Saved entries

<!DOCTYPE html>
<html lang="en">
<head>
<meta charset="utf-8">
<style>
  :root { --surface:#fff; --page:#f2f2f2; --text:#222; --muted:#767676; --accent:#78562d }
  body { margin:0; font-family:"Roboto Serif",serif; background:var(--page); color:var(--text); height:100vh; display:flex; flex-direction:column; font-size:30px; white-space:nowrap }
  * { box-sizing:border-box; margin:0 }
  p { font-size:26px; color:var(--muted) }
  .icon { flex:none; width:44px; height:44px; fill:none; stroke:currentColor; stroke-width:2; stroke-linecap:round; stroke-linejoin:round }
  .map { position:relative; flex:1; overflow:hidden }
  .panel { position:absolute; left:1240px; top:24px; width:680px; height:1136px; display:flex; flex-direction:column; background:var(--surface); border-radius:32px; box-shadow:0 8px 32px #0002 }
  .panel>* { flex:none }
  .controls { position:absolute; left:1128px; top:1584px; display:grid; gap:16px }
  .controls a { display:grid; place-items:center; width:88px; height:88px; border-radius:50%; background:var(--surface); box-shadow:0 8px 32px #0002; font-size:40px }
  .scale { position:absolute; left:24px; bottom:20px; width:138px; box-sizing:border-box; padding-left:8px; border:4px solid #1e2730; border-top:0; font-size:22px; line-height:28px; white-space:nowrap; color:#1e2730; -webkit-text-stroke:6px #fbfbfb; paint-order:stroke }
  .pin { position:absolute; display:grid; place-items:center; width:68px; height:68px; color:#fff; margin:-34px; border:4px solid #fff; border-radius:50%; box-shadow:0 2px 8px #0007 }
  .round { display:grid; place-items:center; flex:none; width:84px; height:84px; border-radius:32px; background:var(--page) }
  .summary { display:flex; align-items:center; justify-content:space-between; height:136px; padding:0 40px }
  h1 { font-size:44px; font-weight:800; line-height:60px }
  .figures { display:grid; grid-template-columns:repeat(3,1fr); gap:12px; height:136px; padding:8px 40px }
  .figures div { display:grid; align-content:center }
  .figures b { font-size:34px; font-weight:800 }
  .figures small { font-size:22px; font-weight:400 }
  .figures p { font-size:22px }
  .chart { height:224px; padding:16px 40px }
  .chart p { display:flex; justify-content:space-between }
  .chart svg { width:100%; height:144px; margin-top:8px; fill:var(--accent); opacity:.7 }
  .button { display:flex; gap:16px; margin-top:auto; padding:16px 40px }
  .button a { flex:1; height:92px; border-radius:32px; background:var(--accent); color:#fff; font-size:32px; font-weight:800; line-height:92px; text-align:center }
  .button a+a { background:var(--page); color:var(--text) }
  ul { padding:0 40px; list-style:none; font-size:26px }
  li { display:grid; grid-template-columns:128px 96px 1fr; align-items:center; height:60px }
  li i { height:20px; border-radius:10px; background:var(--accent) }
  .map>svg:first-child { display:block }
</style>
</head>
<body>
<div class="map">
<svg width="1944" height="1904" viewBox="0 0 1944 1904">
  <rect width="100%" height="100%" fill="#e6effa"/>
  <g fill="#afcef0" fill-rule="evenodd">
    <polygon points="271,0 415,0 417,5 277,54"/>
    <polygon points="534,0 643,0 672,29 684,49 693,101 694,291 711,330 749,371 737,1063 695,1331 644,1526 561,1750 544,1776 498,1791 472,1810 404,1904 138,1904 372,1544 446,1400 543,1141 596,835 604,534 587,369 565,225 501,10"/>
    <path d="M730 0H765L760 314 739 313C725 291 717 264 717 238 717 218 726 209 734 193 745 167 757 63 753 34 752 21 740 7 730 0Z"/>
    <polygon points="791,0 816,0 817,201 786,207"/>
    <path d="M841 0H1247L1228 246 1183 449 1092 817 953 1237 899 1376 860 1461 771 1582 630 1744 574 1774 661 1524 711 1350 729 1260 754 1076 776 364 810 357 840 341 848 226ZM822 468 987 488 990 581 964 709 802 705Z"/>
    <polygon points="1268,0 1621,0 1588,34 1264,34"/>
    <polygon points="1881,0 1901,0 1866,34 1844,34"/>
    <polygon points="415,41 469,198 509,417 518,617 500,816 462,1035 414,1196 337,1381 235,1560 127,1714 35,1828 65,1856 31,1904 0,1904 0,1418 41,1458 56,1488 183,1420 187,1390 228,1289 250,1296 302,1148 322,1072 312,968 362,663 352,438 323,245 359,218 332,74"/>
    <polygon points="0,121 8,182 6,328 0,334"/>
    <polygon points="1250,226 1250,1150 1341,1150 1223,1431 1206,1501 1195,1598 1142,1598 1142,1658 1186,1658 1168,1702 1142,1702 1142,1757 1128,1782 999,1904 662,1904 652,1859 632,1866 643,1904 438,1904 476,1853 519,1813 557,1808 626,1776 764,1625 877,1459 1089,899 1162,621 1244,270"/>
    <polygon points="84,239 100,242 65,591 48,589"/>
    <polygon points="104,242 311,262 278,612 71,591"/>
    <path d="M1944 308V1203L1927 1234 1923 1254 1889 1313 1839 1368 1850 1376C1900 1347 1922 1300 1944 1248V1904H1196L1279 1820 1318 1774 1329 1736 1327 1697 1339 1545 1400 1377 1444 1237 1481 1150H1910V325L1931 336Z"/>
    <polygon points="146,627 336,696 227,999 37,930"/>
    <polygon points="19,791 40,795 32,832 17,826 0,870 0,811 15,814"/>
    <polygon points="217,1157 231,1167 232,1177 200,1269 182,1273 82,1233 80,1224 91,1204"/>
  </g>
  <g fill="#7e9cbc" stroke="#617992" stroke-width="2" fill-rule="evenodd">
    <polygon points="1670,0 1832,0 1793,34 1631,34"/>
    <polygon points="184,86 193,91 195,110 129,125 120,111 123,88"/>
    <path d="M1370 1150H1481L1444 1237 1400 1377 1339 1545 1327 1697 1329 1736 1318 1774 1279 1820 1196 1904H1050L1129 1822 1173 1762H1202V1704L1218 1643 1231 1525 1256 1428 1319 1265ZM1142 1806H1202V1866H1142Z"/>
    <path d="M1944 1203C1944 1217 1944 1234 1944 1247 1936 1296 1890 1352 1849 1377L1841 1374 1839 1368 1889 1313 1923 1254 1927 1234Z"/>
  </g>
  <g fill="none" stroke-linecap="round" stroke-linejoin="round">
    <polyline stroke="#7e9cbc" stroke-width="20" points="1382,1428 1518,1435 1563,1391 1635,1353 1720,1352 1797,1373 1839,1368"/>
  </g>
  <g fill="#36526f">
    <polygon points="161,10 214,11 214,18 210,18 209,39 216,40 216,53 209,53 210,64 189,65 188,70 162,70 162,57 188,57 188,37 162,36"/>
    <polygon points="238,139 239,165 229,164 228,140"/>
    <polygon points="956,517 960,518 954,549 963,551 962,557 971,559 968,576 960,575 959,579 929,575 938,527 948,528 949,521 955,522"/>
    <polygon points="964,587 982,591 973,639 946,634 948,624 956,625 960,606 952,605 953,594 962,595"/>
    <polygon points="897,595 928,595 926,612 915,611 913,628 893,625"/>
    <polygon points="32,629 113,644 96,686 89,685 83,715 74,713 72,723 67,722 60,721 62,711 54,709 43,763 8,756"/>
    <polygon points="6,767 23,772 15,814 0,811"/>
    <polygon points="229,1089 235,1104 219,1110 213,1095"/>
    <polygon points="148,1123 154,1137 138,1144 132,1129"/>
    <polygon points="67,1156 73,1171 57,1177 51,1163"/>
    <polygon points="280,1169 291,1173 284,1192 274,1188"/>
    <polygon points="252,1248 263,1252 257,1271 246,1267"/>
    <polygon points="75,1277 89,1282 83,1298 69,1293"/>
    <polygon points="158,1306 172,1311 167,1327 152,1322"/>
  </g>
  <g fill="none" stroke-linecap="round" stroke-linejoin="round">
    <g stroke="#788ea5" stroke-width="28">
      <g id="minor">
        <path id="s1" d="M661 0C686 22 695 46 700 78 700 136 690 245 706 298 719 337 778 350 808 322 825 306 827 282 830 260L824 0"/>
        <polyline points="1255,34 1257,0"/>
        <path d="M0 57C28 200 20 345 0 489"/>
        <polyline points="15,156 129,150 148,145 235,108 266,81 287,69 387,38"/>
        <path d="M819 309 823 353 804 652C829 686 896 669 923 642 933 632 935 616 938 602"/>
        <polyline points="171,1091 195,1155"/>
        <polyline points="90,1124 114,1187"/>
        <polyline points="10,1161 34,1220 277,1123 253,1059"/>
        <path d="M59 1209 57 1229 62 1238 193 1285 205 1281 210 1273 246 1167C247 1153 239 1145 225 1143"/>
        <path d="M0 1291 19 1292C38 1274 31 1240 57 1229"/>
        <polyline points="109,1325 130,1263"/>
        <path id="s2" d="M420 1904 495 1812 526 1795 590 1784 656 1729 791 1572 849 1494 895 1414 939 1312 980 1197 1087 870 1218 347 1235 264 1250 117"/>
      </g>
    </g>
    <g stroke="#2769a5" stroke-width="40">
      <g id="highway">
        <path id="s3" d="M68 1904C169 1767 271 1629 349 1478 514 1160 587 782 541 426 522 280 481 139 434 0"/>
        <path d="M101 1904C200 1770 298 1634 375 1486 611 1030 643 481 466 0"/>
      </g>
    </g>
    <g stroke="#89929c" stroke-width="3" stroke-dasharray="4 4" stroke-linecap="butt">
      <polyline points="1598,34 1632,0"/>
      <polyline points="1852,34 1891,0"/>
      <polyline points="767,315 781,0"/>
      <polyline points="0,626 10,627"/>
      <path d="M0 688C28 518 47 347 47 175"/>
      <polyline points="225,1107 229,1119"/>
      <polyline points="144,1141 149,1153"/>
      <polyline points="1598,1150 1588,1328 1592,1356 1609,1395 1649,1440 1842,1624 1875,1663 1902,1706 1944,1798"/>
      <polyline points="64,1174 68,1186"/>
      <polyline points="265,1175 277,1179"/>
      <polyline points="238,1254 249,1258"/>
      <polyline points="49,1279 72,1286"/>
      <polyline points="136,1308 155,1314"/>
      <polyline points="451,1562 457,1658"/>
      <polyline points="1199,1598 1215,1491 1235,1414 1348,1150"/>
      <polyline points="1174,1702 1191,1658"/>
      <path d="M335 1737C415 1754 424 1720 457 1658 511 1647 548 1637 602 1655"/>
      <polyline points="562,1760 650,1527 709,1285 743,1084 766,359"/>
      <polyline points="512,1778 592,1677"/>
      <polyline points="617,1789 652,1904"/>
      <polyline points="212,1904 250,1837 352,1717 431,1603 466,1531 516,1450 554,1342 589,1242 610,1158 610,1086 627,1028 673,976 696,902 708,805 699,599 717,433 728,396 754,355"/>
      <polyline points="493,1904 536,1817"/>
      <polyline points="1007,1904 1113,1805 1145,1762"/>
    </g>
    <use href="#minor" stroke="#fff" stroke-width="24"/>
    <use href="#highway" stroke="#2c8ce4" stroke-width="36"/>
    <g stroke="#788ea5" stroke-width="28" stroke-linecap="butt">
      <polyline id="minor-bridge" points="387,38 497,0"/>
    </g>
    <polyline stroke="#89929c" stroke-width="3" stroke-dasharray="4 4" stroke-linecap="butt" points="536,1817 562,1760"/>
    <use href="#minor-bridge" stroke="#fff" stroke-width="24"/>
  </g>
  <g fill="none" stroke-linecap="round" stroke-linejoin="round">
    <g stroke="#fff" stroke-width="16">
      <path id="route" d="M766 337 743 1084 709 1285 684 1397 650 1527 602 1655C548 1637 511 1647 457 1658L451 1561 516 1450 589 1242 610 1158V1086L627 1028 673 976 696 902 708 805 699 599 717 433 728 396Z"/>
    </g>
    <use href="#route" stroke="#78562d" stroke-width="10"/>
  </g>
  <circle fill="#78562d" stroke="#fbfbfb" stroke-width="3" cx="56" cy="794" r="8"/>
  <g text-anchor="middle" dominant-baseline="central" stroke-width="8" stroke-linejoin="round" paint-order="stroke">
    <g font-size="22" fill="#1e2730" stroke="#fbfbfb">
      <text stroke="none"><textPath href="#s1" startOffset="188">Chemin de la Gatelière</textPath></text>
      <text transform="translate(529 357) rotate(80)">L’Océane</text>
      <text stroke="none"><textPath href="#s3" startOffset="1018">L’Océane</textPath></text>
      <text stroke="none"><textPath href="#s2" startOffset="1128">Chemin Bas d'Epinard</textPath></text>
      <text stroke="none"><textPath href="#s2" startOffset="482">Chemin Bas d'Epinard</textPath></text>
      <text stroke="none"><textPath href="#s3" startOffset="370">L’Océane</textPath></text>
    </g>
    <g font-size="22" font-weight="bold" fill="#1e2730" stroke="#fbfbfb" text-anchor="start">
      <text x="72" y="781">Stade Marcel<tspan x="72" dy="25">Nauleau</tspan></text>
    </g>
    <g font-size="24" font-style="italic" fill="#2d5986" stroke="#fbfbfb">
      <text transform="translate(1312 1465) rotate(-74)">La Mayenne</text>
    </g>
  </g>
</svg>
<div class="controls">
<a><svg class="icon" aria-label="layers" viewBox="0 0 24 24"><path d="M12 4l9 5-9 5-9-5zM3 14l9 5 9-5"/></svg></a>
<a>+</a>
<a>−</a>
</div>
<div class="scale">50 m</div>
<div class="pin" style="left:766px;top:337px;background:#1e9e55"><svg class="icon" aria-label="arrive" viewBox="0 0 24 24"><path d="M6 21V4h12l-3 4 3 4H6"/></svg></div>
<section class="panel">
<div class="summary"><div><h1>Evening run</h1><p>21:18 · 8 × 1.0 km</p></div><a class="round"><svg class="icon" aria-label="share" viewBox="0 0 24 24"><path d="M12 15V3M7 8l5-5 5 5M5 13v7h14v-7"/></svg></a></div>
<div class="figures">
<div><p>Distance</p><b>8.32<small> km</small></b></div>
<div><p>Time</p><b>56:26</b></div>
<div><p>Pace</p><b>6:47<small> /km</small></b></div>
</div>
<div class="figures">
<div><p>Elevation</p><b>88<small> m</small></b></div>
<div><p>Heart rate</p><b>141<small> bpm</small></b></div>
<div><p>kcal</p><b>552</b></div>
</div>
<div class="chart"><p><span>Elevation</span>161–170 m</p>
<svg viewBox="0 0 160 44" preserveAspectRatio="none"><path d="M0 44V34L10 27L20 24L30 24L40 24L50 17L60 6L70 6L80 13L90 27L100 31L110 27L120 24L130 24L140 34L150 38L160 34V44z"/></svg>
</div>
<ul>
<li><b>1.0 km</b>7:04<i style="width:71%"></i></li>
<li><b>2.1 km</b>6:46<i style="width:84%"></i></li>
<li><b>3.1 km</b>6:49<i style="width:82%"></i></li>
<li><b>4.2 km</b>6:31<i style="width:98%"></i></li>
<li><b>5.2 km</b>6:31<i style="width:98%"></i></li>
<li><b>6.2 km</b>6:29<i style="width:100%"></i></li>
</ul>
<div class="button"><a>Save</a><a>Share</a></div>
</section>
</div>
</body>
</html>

■ WORK INSTRUCTION: Word for word, restate the lines from the one holding "44V34L10 27L20 24L30" to the last line of the records.

■ EXERCISE ANSWER:
<svg viewBox="0 0 160 44" preserveAspectRatio="none"><path d="M0 44V34L10 27L20 24L30 24L40 24L50 17L60 6L70 6L80 13L90 27L100 31L110 27L120 24L130 24L140 34L150 38L160 34V44z"/></svg>
</div>
<ul>
<li><b>1.0 km</b>7:04<i style="width:71%"></i></li>
<li><b>2.1 km</b>6:46<i style="width:84%"></i></li>
<li><b>3.1 km</b>6:49<i style="width:82%"></i></li>
<li><b>4.2 km</b>6:31<i style="width:98%"></i></li>
<li><b>5.2 km</b>6:31<i style="width:98%"></i></li>
<li><b>6.2 km</b>6:29<i style="width:100%"></i></li>
</ul>
<div class="button"><a>Save</a><a>Share</a></div>
</section>
</div>
</body>
</html>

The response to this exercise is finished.